Wednesday, November 29, 2017

imperial egg nogg

1 Tbsp Sugar (3/4 oz Simple Syrup)
1 Whole Egg
1 wineglass Brandy (2 oz Courvoisier VS)
1/2 wineglass Jamaican Rum (1 oz Smith & Cross)

Fill with rich milk (2 oz Half & Half), shake once without and once with ice, and strain into a large bar glass (split into 2 punch cups). Garnish with freshly grated nutmeg.
Two Wednesdays ago, I discovered that the 1888 The Police Gazette Bartenders Guide was digitized on EUVS; I was glad to be reacquainted with the book after having a chance to peruse the 1901 edition back at Gary Regan's Cocktails in the Country in 2015. The recipe that caught my eye was the Imperial Egg Nogg that paired brandy with Jamaican rum as the spirit base.

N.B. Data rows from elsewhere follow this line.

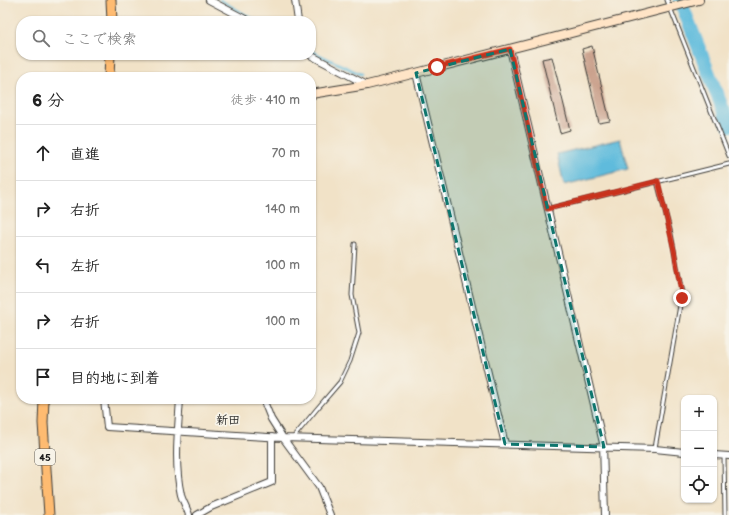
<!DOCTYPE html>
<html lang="ja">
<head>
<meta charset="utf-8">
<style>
	body { margin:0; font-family:"Balsamiq Sans","Klee One",sans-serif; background:#f2f2f2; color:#222 }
	.controls { position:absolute; right:12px; bottom:12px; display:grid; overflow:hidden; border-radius:8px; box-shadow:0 1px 3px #0004 }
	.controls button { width:36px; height:36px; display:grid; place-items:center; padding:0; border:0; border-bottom:1px solid #e0e0e0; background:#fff; color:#222; font:20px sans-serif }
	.stop { position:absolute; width:12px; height:12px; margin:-9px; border:3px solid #c8321e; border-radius:50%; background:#fff }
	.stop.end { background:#c8321e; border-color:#fff; box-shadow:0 1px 4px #0008 }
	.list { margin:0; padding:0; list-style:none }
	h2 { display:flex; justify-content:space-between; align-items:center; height:52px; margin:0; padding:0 16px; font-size:17px }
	h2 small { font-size:13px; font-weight:400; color:#767676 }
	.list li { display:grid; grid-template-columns:26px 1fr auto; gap:12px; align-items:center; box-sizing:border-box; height:56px; padding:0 16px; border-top:1px solid #e0e0e0 }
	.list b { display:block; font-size:15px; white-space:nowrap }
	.list em { font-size:13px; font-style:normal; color:#767676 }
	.icon { flex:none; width:22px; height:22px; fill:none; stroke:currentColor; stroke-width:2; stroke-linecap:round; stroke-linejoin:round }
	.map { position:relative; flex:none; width:729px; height:515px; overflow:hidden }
	.search { position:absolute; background:#fff; box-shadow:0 1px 3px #0004; left:16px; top:16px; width:300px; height:44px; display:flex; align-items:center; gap:10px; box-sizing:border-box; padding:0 14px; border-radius:16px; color:#767676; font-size:15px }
	.panel { position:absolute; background:#fff; box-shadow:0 1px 3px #0004; left:16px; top:72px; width:300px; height:332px; border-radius:16px }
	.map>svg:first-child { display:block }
</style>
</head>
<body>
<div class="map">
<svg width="729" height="515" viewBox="0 0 729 515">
	<rect width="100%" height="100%" fill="#f7f3e8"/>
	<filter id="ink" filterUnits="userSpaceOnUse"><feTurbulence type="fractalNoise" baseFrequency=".025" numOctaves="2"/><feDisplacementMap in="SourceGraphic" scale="8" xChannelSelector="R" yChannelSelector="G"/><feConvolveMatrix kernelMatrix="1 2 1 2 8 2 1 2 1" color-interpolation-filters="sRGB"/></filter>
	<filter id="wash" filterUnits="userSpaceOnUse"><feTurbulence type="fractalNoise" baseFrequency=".012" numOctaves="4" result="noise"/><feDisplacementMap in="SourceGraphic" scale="16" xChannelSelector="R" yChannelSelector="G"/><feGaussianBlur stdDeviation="0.9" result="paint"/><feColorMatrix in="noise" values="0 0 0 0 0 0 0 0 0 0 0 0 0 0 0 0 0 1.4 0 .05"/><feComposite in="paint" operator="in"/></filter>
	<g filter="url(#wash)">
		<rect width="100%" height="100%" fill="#f1e2c7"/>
		<path fill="#5ebbdc" stroke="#3d6c7c" d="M 620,139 L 628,169 L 564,185 L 557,154 Z"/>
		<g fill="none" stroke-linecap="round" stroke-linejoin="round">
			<path stroke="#5ebbdc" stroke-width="2.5" d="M 220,0 L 257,21
				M 311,51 L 360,74"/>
			<path stroke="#5ebbdc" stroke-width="14" d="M 680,0 L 729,125"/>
		</g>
		<g id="blocks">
			<path fill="#c69a84" d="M 592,46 L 610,121 L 599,123 L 582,49 Z
				M 552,57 L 570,130 L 560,133 L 542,59 Z"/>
		</g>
	</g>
	<g filter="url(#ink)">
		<use href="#blocks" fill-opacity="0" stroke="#3c3a36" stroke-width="1"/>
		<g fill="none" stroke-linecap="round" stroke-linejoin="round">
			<g stroke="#3c3a36" stroke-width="5">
				<path id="lane" d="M 667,0 L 729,156
					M 547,209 L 729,164
					M 293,438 L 316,410 L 340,382 L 350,361 L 359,333 L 352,295 L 355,244
					M 655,448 L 682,294 L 671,234 L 657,181
					M 724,456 L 725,515"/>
			</g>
			<g stroke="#3c3a36" stroke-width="8">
				<path id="street" d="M 209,0 L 249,21
					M 295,0 L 298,21
					M 510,49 L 603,443 L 605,515
					M 310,55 L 367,85
					M 416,73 L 505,444
					M 104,399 L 107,427 L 283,438 L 655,449 L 684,452
					M 180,399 C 178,431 174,464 181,495 C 183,502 187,508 189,515
					M 263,399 L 271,419 L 283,438 L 319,487 L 330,515
					M 714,455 L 729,456
					M 197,515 L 211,507 L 272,482 L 272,437"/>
			</g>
			<g stroke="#3c3a36" stroke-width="10">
				<path id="secondary" d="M 311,94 L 367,85 L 416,73 L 699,0"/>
			</g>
			<g stroke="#3c3a36" stroke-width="11">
				<path id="primary" d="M 111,0 L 112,21
					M 109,77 L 110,55
					M 44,399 L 43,423 L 49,515"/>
			</g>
			<use href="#lane" stroke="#fff" stroke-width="3"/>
			<use href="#street" stroke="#fff" stroke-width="6"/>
			<use href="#secondary" stroke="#ffe4c6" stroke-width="8"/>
			<use href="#primary" stroke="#febb71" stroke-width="9"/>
		</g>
	</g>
	<g fill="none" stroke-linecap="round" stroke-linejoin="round" filter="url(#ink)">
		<path stroke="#c8321e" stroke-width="5" d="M 437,67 L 510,49 L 547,209 L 658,181 L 674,250 L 682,298"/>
	</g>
	<path fill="#0f766e" fill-opacity="0.2" stroke="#0f766e" stroke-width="3" stroke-dasharray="8 5" stroke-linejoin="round" d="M 510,49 L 604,447 L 505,444 L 416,73 Z"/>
	<g text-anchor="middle" stroke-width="3.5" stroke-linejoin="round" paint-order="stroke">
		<rect fill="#f7f3e8" stroke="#5e5c59" stroke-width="1" x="35" y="449" width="20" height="16" rx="3"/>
		<g font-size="10" font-weight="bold" fill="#1c1c1c">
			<text x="45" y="461">45</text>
		</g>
		<g font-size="12" font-weight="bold" fill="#1c1c1c" stroke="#f7f3e8">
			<text x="228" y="424">新田</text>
		</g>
	</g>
</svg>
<div class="controls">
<button>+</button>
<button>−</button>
<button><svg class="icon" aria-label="locate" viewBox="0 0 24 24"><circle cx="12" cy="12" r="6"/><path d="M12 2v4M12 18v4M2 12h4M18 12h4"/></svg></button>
</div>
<div class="stop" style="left:437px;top:67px"></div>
<div class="stop end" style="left:682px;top:298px"></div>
<div class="search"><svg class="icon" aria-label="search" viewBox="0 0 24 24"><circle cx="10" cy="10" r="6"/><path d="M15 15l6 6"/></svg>ここで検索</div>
<section class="panel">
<h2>6 分<small>徒歩 · 410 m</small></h2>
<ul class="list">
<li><svg class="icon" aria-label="ahead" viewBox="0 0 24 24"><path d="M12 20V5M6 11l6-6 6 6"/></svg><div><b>直進</b></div><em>70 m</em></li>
<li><svg class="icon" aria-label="right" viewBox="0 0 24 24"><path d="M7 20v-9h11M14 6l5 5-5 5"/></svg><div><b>右折</b></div><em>140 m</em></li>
<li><svg class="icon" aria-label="left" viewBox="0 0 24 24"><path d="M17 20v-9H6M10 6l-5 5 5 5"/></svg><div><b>左折</b></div><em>100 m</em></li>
<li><svg class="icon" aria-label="right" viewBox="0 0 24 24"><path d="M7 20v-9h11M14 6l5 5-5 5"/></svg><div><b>右折</b></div><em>100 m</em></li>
<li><svg class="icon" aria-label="arrive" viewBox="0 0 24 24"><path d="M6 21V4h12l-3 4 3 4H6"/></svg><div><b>目的地に到着</b></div></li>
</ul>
</section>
</div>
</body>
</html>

Since there was no other flavor modifier or spice in the mix other than the nutmeg garnish, I opted for a funky rum to add some pizazz to the drink. In the glass, the Imperial Egg Nogg issued forth a nutmeg and rum funk aroma. Next, a creamy sip shared a caramel note from the aged spirits, and the swallow proffered the expected duo of Cognac and high ester Jamaican rum.

1 comment:

Muse of Doom said...

Ahh! Is that a carnival squash in the background? Much like the other produce in posts above, it makes a great syrup.